___ Task data ___

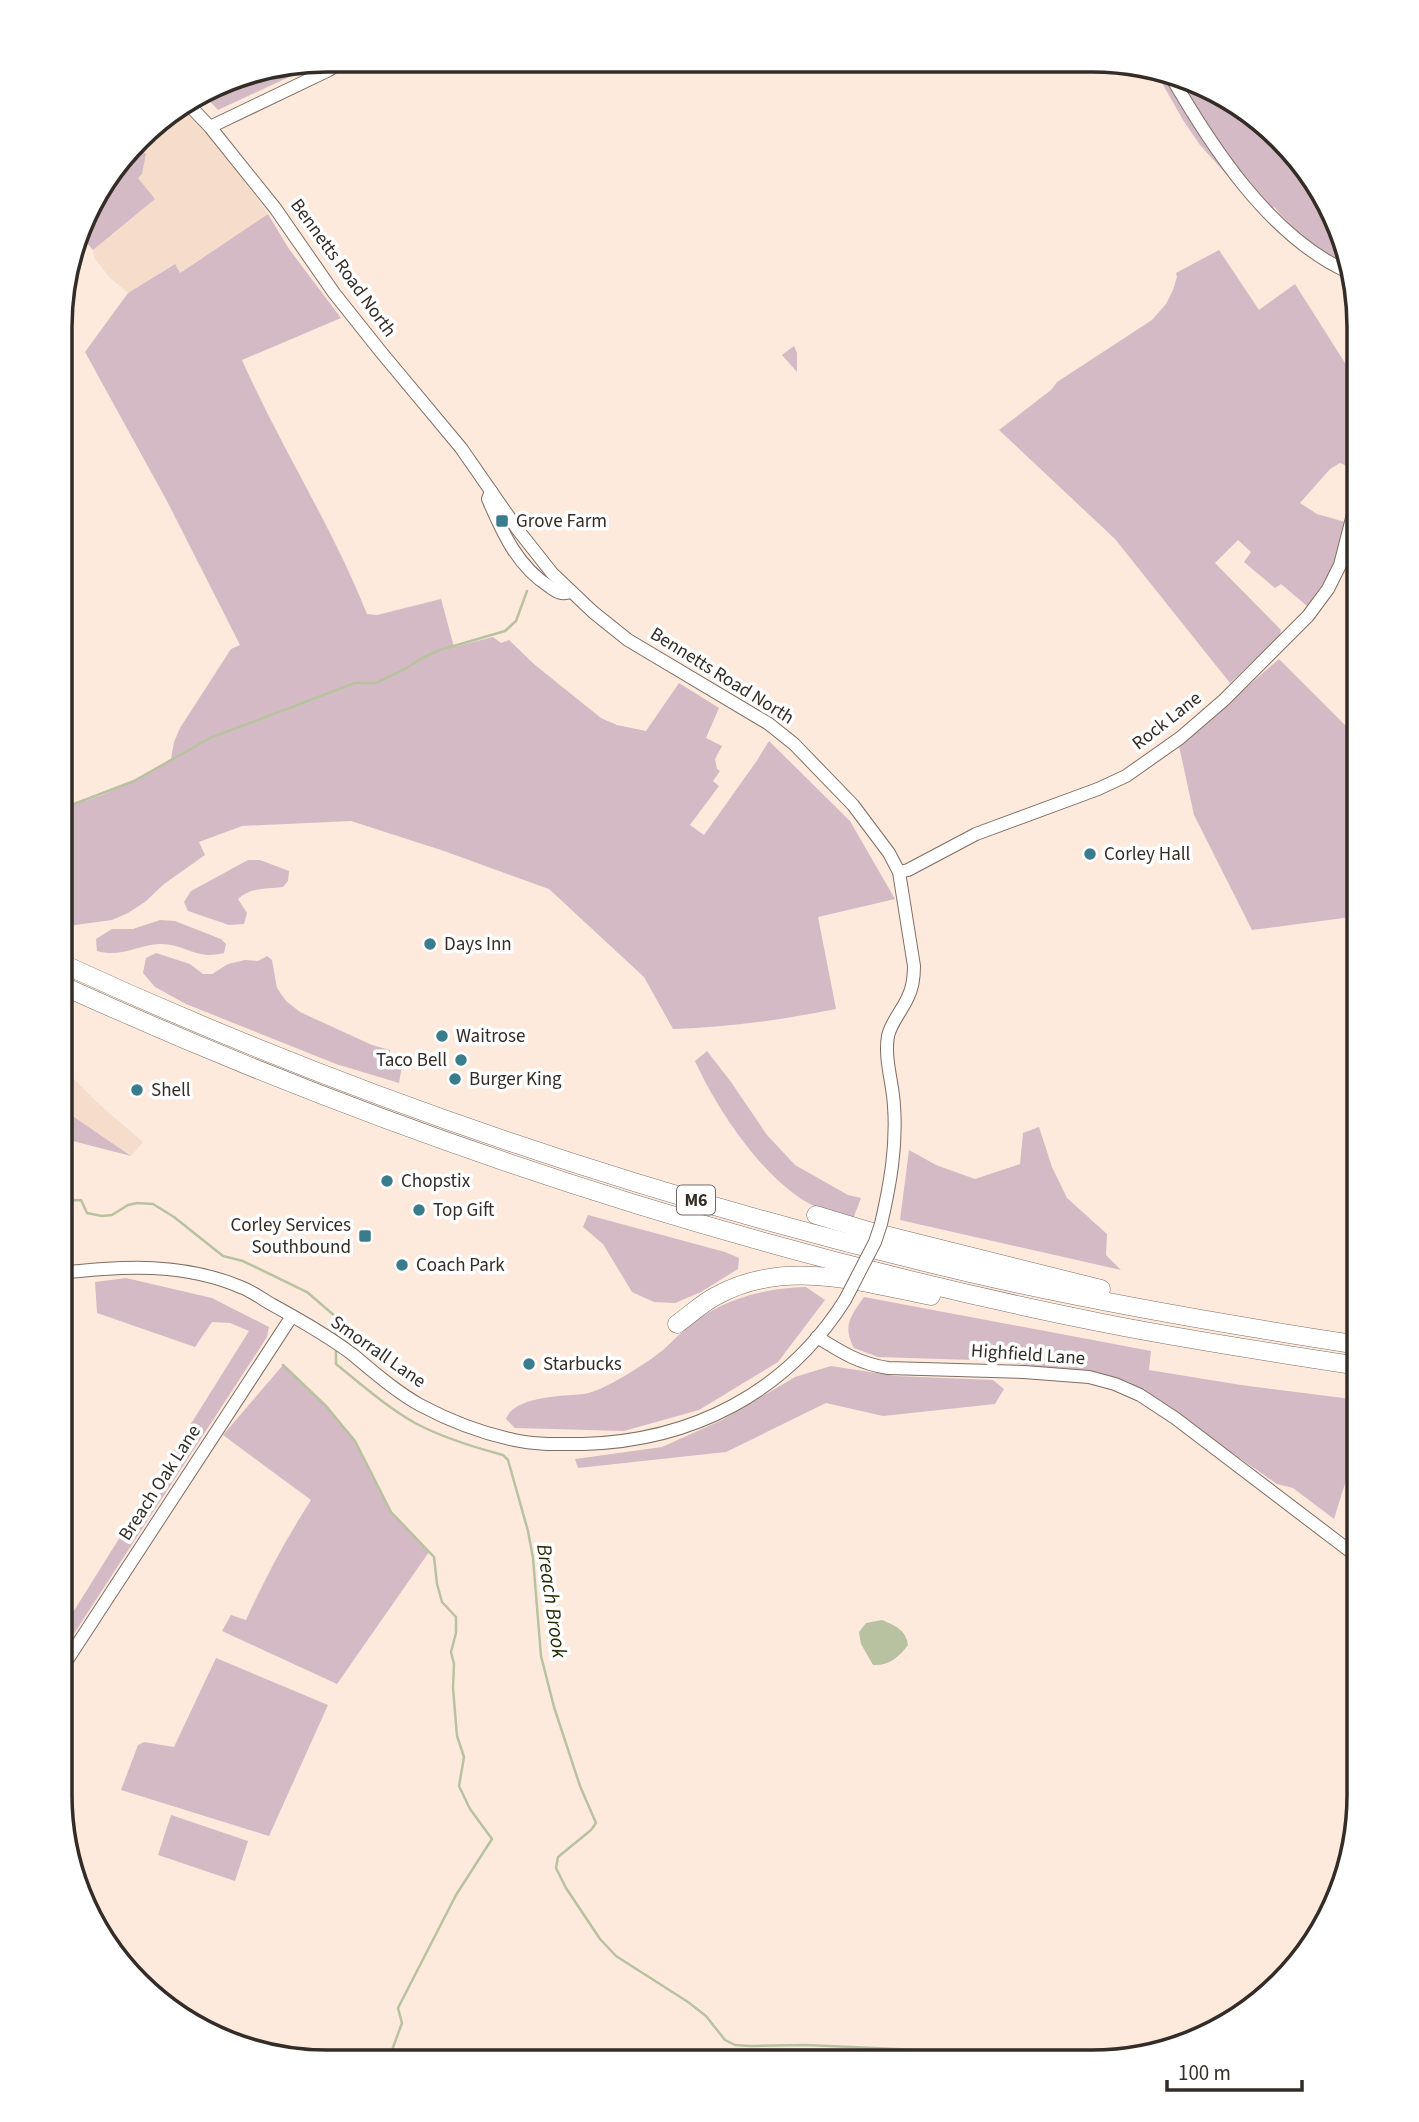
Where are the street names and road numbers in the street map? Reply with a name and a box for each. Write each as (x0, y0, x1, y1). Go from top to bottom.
street label: Bennetts Road North (284, 193, 402, 343)
street label: Bennetts Road North (645, 621, 799, 731)
street label: Rock Lane (1127, 685, 1207, 757)
road number: M6 (677, 1185, 715, 1214)
street label: Smorrall Lane (325, 1309, 431, 1395)
street label: Highfield Lane (970, 1338, 1086, 1372)
street label: Breach Oak Lane (112, 1420, 208, 1546)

___

▶ _Exercise brief_: Except for the pictures, write the data out exactly.

▶ _Answer for the task_:
Where are the street names and road numbers in the street map? Reply with a name and a box for each. Write each as (x0, y0, x1, y1). Go from top to bottom.
street label: Bennetts Road North (284, 193, 402, 343)
street label: Bennetts Road North (645, 621, 799, 731)
street label: Rock Lane (1127, 685, 1207, 757)
road number: M6 (677, 1185, 715, 1214)
street label: Smorrall Lane (325, 1309, 431, 1395)
street label: Highfield Lane (970, 1338, 1086, 1372)
street label: Breach Oak Lane (112, 1420, 208, 1546)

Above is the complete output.